次に掲げる株式会社の取締役会は,取締役(監査等委員である取締役を除く。以下(1)において同じ。)の報酬等(第361条第1項に規定する報酬等をいう。以下1において同じ。)の内容として定款又は株主総会の決議による同項各号に掲げる事項についての定めがある場合には,当該定めに基づく取締役の個人別の報酬等の内容についての決定に関する方針として法務省令で定める事項(以下1において「報酬等の決定方針」という。)を決定しなければならないものとする。ただし,取締役の個人別の報酬等の内容が定款又は株主総会の決議により定められているときは,この限りでないものとする。

ア 監査役会設置会社(公開会社であり,かつ,大会社であるものに限 る。)であって,金融商品取引法第24条第1項の規定によりその発行 する株式について有価証券報告書を内閣総理大臣に提出しなければな らないもの
イ 監査等委員会設置会社

株主は、取締役個別の報酬額に興味がないのが元々の考え方

今回の改正では、取締役の個別の報酬決定方針を
株主総会が決めることとなっております。

しかし、元々は個別の取締役の報酬は
株主総会の関知するところではありません。

株主と会社が利益相反をするところは、
会社から無駄に取締役に報酬が払われること、
会社の富が流出することでした。

だから、個別の決定方針に踏み込んだ今回の改正は
なぜなのだろうと、会社法を知っている人は感じるのです。

改正の背景

株主総会が取締役の報酬の総額しか決定しないと、
その配分の基準が密室になってしまうとの批判がありました。

つまり、代表取締役の好き嫌いで、報酬が決定されて
しまっているという批判が出るのです。

細かい範囲はともかくとして、個人別の報酬額を定める際の
決定方針を法律で決めさせるでその対応をして、
取締役にやる気を出してもらうことが今回の目的です。

実際に、そこまでインセンティブが上がると
言えないですが、その一歩と評価できるでしょう。

ちなみに、日産のゴーンさんの事件があって
今回の改正があったようにも見えますが、
そうではありません。

確かに、ゴーンさんの事件が出てきて、改正の
趣旨が少しずれた感はあります。でも、改正の
草案が出たのは、その事件後です。

 

株主総会での報酬決定方針の説明義務は削除

株主総会で報酬決定方針の説明義務は削除されて通過しております。

コーポレートガバナンスや、中小企業で適用している人の負担を考慮したのが理由と考えられます。

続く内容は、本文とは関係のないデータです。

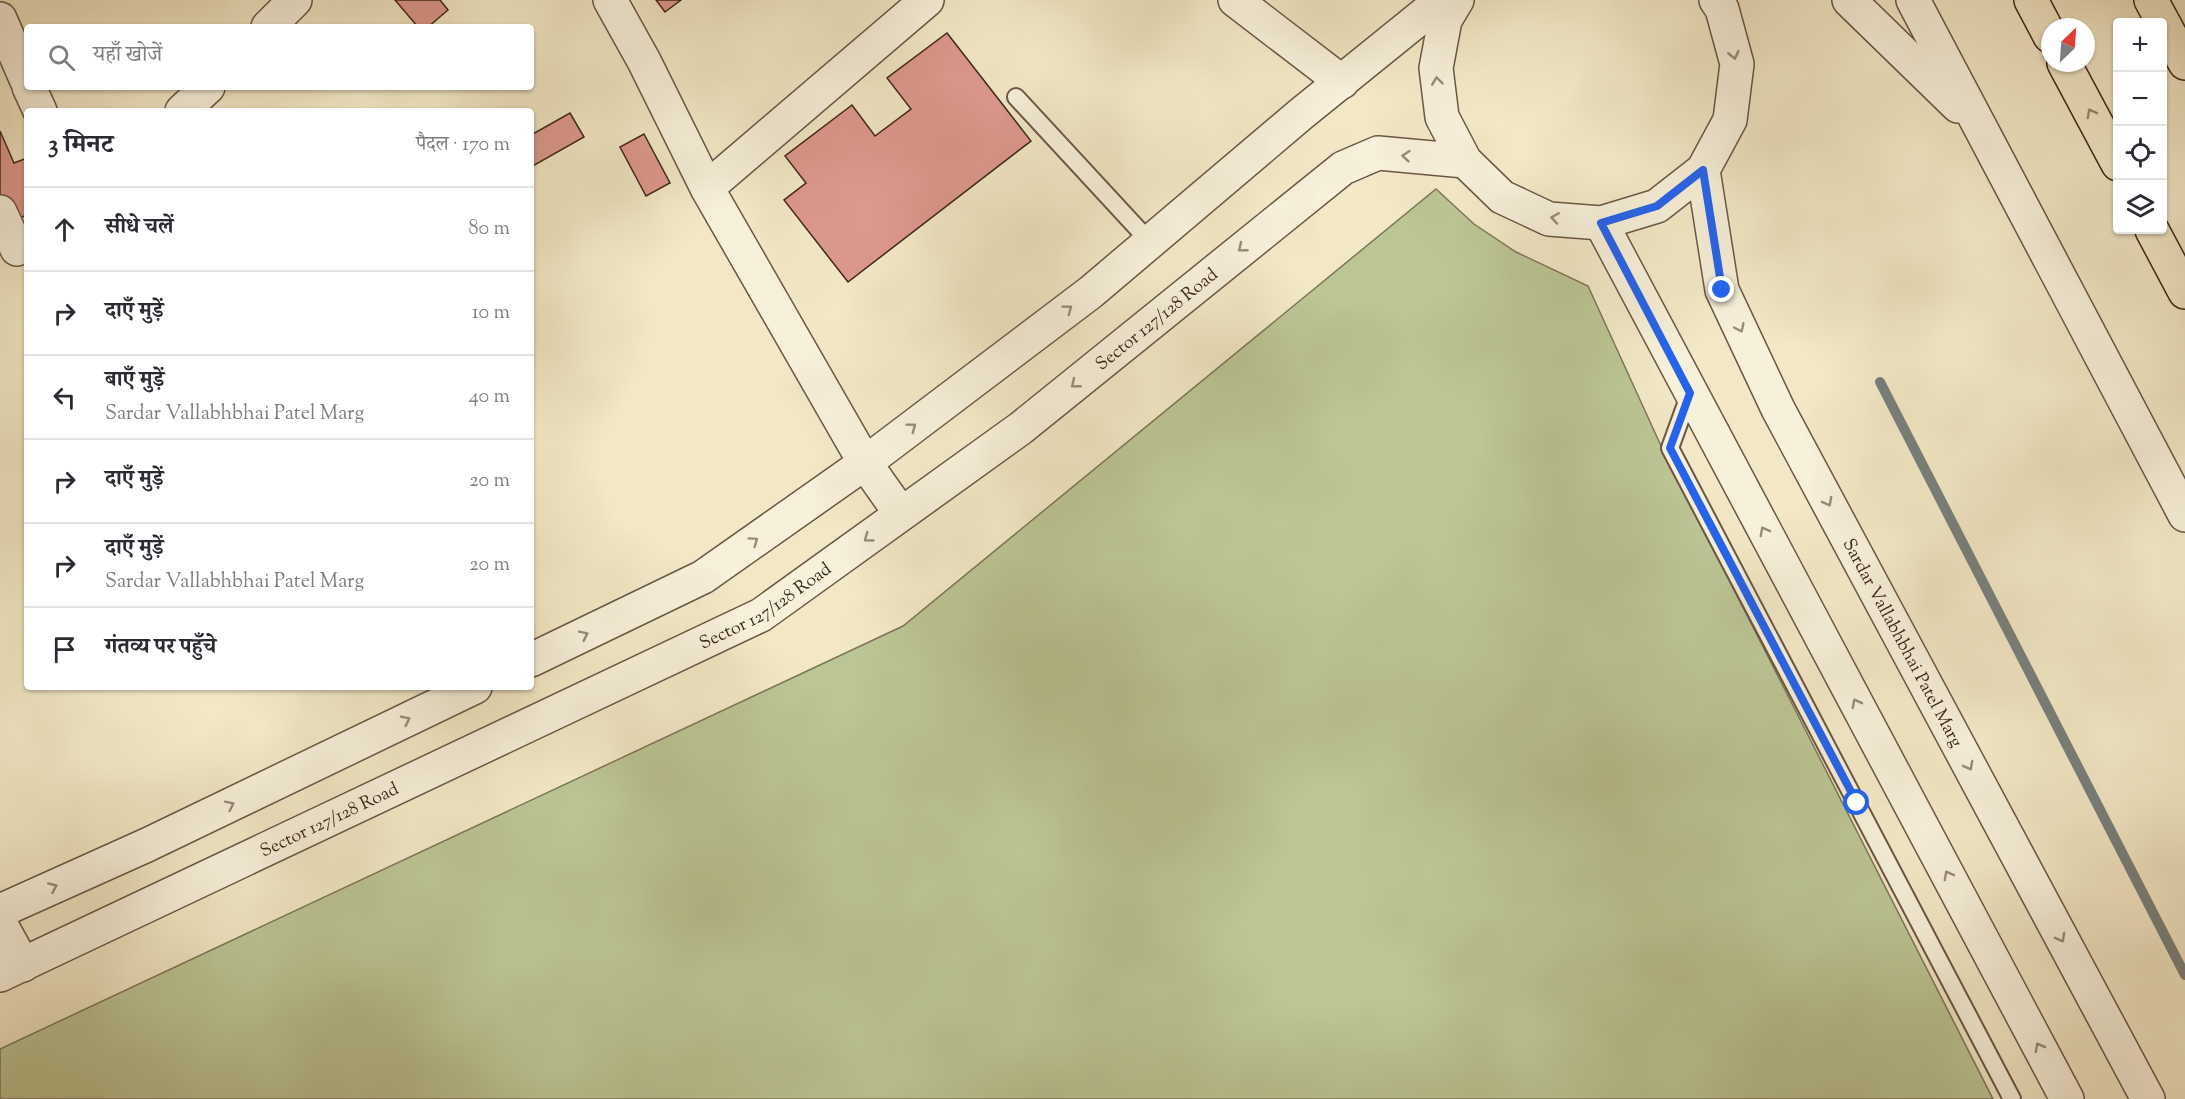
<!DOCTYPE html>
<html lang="hi">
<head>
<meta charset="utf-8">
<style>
	:root { --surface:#fff; --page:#f2f2f3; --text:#2b2b33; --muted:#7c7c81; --line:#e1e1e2 }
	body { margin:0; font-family:"Sorts Mill Goudy","Noto Serif Devanagari",serif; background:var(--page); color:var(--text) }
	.controls { position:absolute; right:18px; top:18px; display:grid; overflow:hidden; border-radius:6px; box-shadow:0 2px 4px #0004 }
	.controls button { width:54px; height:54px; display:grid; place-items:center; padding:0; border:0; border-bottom:2px solid var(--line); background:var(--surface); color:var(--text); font:30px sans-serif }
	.compass { position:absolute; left:2041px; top:18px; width:54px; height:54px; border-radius:50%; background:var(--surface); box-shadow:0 2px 4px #0004; rotate:25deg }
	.stop { position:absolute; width:18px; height:18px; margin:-14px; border:4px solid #2563eb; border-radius:50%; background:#fff }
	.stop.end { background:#2563eb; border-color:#fff; box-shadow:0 2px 6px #0008 }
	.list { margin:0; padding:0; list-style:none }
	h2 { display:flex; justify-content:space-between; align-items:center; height:78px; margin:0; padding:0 24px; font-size:26px }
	h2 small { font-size:20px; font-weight:400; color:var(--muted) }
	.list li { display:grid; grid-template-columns:39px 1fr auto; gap:18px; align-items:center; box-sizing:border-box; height:84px; padding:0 24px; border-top:2px solid var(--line) }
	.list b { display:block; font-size:22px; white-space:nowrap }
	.list p { margin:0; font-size:20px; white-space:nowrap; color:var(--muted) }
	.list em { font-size:20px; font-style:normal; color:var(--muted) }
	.icon { flex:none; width:33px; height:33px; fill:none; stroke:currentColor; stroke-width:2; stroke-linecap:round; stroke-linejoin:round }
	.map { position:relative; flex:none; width:2185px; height:1099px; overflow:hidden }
	.search { position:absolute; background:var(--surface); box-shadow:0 2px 4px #0004; left:24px; top:24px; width:510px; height:66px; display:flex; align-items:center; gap:15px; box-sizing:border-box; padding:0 21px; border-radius:6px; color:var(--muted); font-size:22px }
	.panel { position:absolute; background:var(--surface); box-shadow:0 2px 4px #0004; left:24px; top:108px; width:510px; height:582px; border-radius:6px }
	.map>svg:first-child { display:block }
	.green { fill:#bcc594; stroke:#7d7558; stroke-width:1.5 }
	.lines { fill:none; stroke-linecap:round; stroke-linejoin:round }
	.stream { stroke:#79807d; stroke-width:10 }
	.building { fill:#dd988d; stroke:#3e251b; stroke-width:1.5 }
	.service-casing { stroke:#6b5646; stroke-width:20 }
	.minor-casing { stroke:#6b5646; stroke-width:36 }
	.tertiary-casing { stroke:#6b5646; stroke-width:36 }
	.trunk-casing { stroke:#3e251b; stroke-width:36 }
	.service { stroke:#f7f0da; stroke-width:16 }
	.minor { stroke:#f7f0da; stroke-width:33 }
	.tertiary { stroke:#f7f0da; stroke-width:33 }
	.trunk { stroke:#f2e8c6; stroke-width:33 }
	.oneway { stroke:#9a8a7a }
	.oneway2 { stroke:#988670 }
	.route { stroke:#2563eb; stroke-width:8 }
	.labels { text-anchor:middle; stroke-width:4.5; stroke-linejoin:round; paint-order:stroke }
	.street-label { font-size:18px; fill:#3e251b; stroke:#f7f0da }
</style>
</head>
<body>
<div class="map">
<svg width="2185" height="1099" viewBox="0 0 2185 1099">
	<rect width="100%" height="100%" fill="#f2e8c6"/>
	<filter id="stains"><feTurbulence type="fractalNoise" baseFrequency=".00333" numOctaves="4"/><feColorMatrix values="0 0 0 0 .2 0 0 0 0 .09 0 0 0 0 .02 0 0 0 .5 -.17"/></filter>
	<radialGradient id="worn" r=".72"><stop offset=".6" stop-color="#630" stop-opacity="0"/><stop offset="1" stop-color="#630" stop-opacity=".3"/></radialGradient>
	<path class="green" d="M1436,189l38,35 42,28 72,34 74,162 331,651h-1993v-50l903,-423z"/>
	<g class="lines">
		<path class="stream" d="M1880,382l305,593"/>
	</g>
	<path class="building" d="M395,0h45l8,10 -20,17h-10z
		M656,0h25l-16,12z
		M947,33l84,108 -183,141 -64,-82 22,-17 -21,-27 67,-51 23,31 36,-27 -24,-31z
		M570,113l14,24 -53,30v-32z
		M0,131l14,32 13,-5v57l-18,7 -9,-20z
		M644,134l26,49 -24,13 -26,-49z"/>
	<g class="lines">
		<defs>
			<path id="service" d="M1016,97l134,145
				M1690,393l-20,55 342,651"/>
			<path id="minor" d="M610,0l34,61 63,127 158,275 36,51
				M1235,0l107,82
				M0,19l27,62
				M268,27l27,-27
				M29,87l11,24
				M182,111l26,-24
				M707,188l220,-188
				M0,212l17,37
				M0,923l23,42"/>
			<g id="tertiary">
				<path d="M1457,0l-12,20 -9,48 6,49 23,44 37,36 47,22 52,4 56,-17 46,-36 27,-50 7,-56 -15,-55 -6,-9"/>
				<path d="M1849,0l109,106"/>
				<path d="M1913,0l272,515"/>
				<path id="s1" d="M1703,170l19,120 56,119 370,690"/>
				<path d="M1601,223l466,876"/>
				<path d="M531,660l172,-83 162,-114 226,-171 210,-178 141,-114"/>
				<path d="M0,911l147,-66 328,-158"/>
				<path id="s2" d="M0,975l761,-360 260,-187 322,-260 35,-15 87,8"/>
			</g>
			<path id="trunk" d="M2031,0l19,36
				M2151,0l34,63
				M2064,63l54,101
				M2152,230l33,62"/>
		</defs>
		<use href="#service" class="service-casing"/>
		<use href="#minor" class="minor-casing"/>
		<use href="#tertiary" class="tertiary-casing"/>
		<use href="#trunk" class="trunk-casing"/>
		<use href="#service" class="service"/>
		<use href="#minor" class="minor"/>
		<use href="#tertiary" class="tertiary"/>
		<use href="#trunk" class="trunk"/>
	</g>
	<defs><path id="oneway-chevron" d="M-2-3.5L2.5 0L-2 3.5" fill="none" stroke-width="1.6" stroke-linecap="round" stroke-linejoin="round" transform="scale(1.5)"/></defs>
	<g class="oneway">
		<use href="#oneway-chevron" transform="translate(1734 55) rotate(77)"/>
		<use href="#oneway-chevron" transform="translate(1437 81) rotate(-97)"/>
		<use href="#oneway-chevron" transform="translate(1406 156) rotate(-175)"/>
		<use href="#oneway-chevron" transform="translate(1555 218) rotate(-171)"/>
		<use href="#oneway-chevron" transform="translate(1242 248) rotate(141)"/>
		<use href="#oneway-chevron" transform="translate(1068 309) rotate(-37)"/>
		<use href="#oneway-chevron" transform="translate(1740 328) rotate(65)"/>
		<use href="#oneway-chevron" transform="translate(1075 384) rotate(141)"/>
		<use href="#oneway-chevron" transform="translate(912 427) rotate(-37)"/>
		<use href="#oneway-chevron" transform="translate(1828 502) rotate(62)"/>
		<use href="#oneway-chevron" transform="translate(1764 531) rotate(-118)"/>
		<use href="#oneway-chevron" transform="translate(868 538) rotate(144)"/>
		<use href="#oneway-chevron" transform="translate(754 541) rotate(-35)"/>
		<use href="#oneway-chevron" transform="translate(584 635) rotate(-26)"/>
		<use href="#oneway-chevron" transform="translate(1856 703) rotate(-118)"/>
		<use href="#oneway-chevron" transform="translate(406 720) rotate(-26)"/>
		<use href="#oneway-chevron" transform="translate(1969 766) rotate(62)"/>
		<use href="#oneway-chevron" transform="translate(230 805) rotate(-26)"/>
		<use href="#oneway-chevron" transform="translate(1948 875) rotate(-118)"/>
		<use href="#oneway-chevron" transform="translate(53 887) rotate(-24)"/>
		<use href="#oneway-chevron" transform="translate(2061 938) rotate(62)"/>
		<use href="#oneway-chevron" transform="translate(2039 1047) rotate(-118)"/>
	</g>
	<use class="oneway2" href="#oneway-chevron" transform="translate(2091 113) rotate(-118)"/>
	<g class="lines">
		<path class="route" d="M1722,290l-19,-120 -46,36 -56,17 89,170 -20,55 187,355"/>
	</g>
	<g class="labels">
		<g class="street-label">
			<text dy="6" stroke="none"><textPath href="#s2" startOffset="1336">Sector 127/128 Road</textPath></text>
			<text dy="6" stroke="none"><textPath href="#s2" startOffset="850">Sector 127/128 Road</textPath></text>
			<text dy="6" stroke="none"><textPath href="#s1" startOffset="518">Sardar Vallabhbhai Patel Marg</textPath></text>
			<text dy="6" stroke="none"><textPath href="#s2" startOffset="364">Sector 127/128 Road</textPath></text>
		</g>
	</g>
	<rect width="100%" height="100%" filter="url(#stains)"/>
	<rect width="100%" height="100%" fill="url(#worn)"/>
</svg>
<div class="controls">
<button>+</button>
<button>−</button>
<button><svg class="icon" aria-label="locate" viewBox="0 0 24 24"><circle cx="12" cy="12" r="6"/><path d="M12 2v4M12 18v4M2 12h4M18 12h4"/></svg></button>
<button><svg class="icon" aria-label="layers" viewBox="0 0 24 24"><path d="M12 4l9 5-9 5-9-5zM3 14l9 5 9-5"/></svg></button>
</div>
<svg class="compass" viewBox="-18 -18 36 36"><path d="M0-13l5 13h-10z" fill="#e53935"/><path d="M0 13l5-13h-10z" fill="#7c7c81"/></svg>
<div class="stop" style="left:1857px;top:803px"></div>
<div class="stop end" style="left:1722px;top:290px"></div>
<div class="search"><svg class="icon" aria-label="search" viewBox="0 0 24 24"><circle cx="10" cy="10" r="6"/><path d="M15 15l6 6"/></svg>यहाँ खोजें</div>
<section class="panel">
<h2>3 मिनट<small>पैदल · 170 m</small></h2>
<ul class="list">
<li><svg class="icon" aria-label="ahead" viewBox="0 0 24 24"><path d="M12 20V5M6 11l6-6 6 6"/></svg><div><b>सीधे चलें</b></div><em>80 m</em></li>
<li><svg class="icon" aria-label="right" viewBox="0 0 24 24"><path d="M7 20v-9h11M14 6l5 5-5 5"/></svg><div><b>दाएँ मुड़ें</b></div><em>10 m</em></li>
<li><svg class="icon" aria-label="left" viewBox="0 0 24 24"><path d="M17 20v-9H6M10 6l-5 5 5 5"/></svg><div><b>बाएँ मुड़ें</b><p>Sardar Vallabhbhai Patel Marg</p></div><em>40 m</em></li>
<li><svg class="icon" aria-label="right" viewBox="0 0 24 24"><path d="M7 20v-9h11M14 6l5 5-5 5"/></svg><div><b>दाएँ मुड़ें</b></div><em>20 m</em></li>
<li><svg class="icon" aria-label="right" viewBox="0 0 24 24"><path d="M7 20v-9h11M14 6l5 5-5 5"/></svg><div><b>दाएँ मुड़ें</b><p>Sardar Vallabhbhai Patel Marg</p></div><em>20 m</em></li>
<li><svg class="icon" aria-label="arrive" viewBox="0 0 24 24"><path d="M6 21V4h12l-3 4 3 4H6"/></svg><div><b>गंतव्य पर पहुँचे</b></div></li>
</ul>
</section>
</div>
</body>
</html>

方針は株主が決めないと決まらない上に、説明するというのも
順番が逆になってしまいますし。

もちろん株主総会で、質問をすれば回答義務があります。
その意味で、新たな法律を作らなくても、
法解釈で対応が可能とも言えますが、改正が行われました。

会社法の改正は背景を知っていると
案外と面白く俯瞰できます。

法的に反映するまで2年程度ありますので、
気長でも見ていくと、先取りして説明できますよ。

 

【編集後記】
Kinseyさんに論文校正コンサルティングの
ご紹介をしていただきました。
ありがとうございます。

あわせて読みたい

Kinseyさんはビジネス目線に重きを置きながら、ハラスメントの問題と
その対策を論じる面白い取り組みをされています。

少し前の版を公開してくれていたので、興味のある方は
ブログ見てみてください。Kinseyさんは多分
ハラスメント関連のセミナーの企画ができます。
社労士事務所さんなど、お声がけしても面白いかも。
以前その道の方から受けたセミナーより個別事例に
踏み込んでいて理解しやすかったです。

ハラスメントとそれ以外の垣根をはっきりさせることは
会社組織の活性化にも必要な点だと考えます。

【運動記録】
ジョギングO ストレッチO 筋トレO サプリO

【一日一新】
チョコティラミスシュー

【子育日記(2歳)】
一緒に遊んでる途中
急に「おとうさんとあそびたかったの」と
言われました。

萌えますね。

その後、気がすむまで一緒に遊びました。